■ Exercise details ■
Please give the whole listing again word for word, and drop any pictures it holds.

■ Given data ■
━━━━━━━━━━
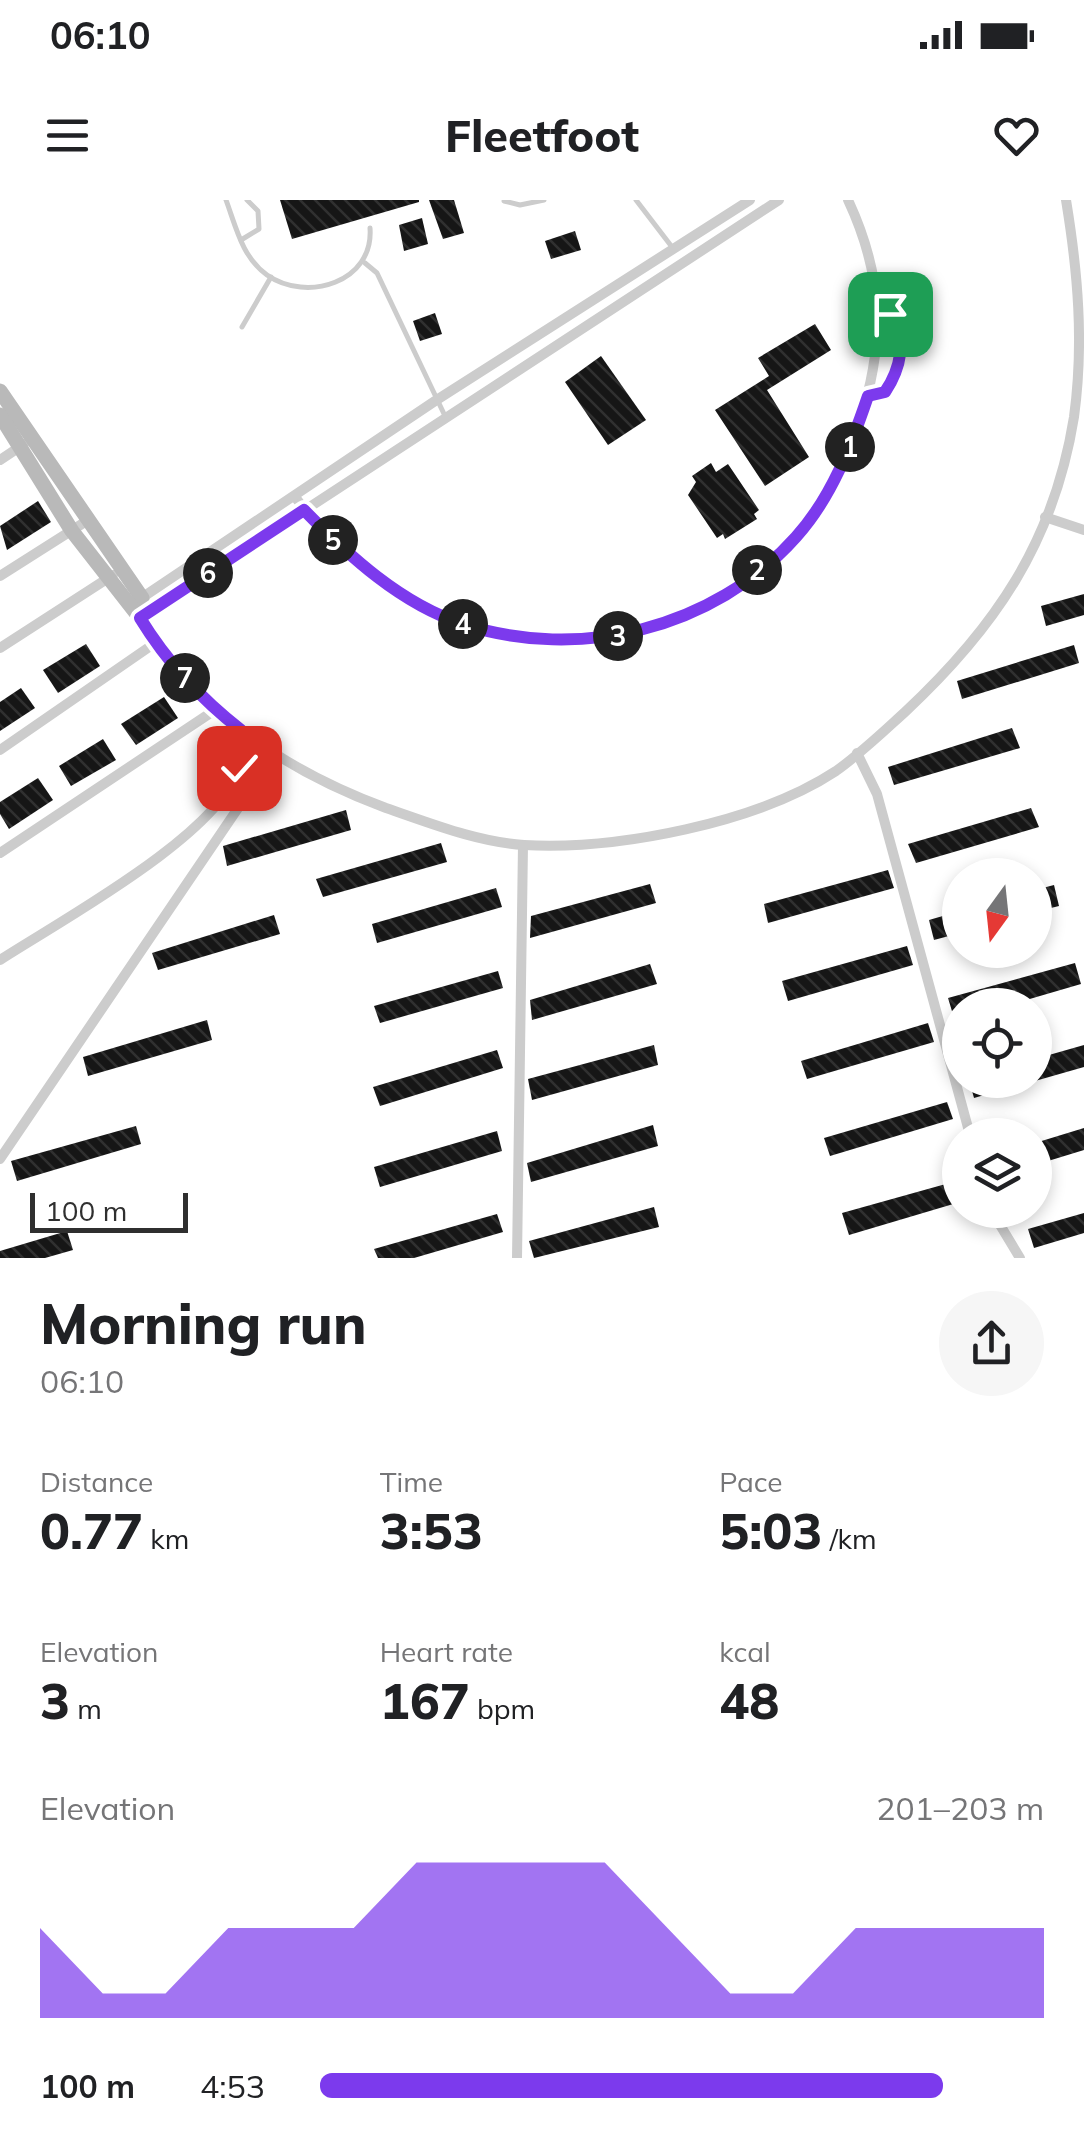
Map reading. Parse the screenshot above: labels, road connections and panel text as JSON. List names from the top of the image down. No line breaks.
{"scale_bar":"100 m","north":"bottom","page":{"status":"06:10","header":"Fleetfoot","pins":["1","5","2","6","4","3","7"],"scale":"100 m","heading":["Morning run","06:10"],"stats":[["Distance","0.77 km"],["Time","3:53"],["Pace","5:03 /km"],["Elevation","3 m"],["Heart rate","167 bpm"],["kcal","48"]],"chart":["Elevation","201–203 m"],"list":[{"name":"100 m","note":"4:53"}]}}
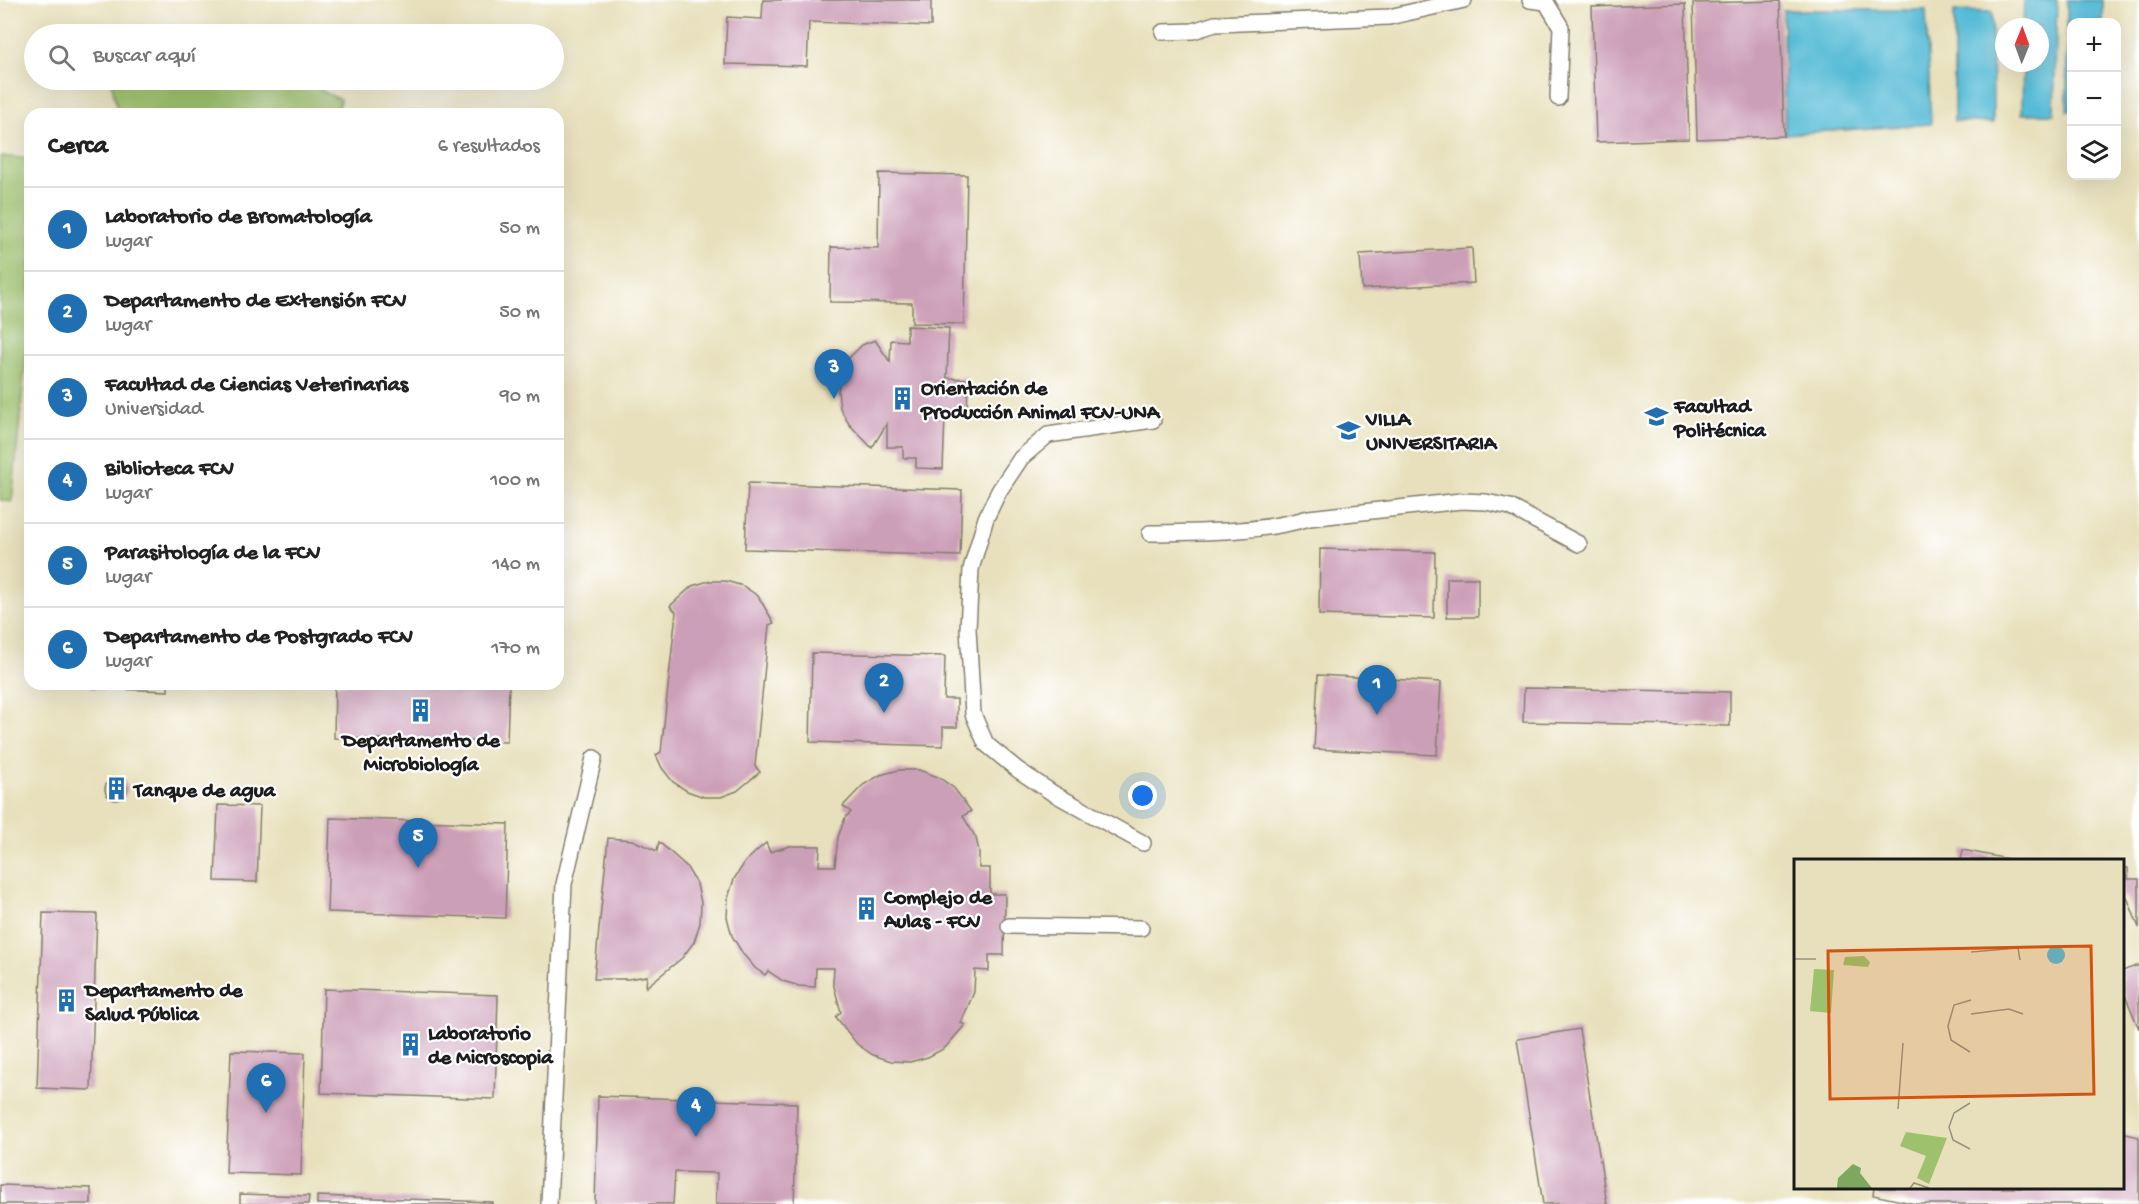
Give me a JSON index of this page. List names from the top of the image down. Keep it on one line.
{"places":{"building":["Orientación de Producción Animal FCV-UNA","Departamento de Microbiología","Tanque de agua","Complejo de Aulas - FCV","Departamento de Salud Pública","Laboratorio de Microscopia"],"school or university":["Facultad Politécnica","VILLA UNIVERSITARIA"]},"north":"top","page":{"map_buttons":["+","−"],"search":"Buscar aquí","heading":["Cerca","6 resultados"],"list":[{"mark":"1","name":"Laboratorio de Bromatología","note":"Lugar","value":"50 m"},{"mark":"2","name":"Departamento de Extensión FCV","note":"Lugar","value":"50 m"},{"mark":"3","name":"Facultad de Ciencias Veterinarias","note":"Universidad","value":"90 m"},{"mark":"4","name":"Biblioteca FCV","note":"Lugar","value":"100 m"},{"mark":"5","name":"Parasitología de la FCV","note":"Lugar","value":"140 m"},{"mark":"6","name":"Departamento de Postgrado FCV","note":"Lugar","value":"170 m"}],"pins":["3","2","1","5","6","4"]}}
━━━━━━━━━━
■ The answer ■
Map reading. Parse the screenshot above: labels, road connections and panel text as JSON. List names from the top of the image down. No line breaks.
{"scale_bar":"100 m","north":"bottom","page":{"status":"06:10","header":"Fleetfoot","pins":["1","5","2","6","4","3","7"],"scale":"100 m","heading":["Morning run","06:10"],"stats":[["Distance","0.77 km"],["Time","3:53"],["Pace","5:03 /km"],["Elevation","3 m"],["Heart rate","167 bpm"],["kcal","48"]],"chart":["Elevation","201–203 m"],"list":[{"name":"100 m","note":"4:53"}]}}
Give me a JSON index of this page. List names from the top of the image down. Keep it on one line.
{"places":{"building":["Orientación de Producción Animal FCV-UNA","Departamento de Microbiología","Tanque de agua","Complejo de Aulas - FCV","Departamento de Salud Pública","Laboratorio de Microscopia"],"school or university":["Facultad Politécnica","VILLA UNIVERSITARIA"]},"north":"top","page":{"map_buttons":["+","−"],"search":"Buscar aquí","heading":["Cerca","6 resultados"],"list":[{"mark":"1","name":"Laboratorio de Bromatología","note":"Lugar","value":"50 m"},{"mark":"2","name":"Departamento de Extensión FCV","note":"Lugar","value":"50 m"},{"mark":"3","name":"Facultad de Ciencias Veterinarias","note":"Universidad","value":"90 m"},{"mark":"4","name":"Biblioteca FCV","note":"Lugar","value":"100 m"},{"mark":"5","name":"Parasitología de la FCV","note":"Lugar","value":"140 m"},{"mark":"6","name":"Departamento de Postgrado FCV","note":"Lugar","value":"170 m"}],"pins":["3","2","1","5","6","4"]}}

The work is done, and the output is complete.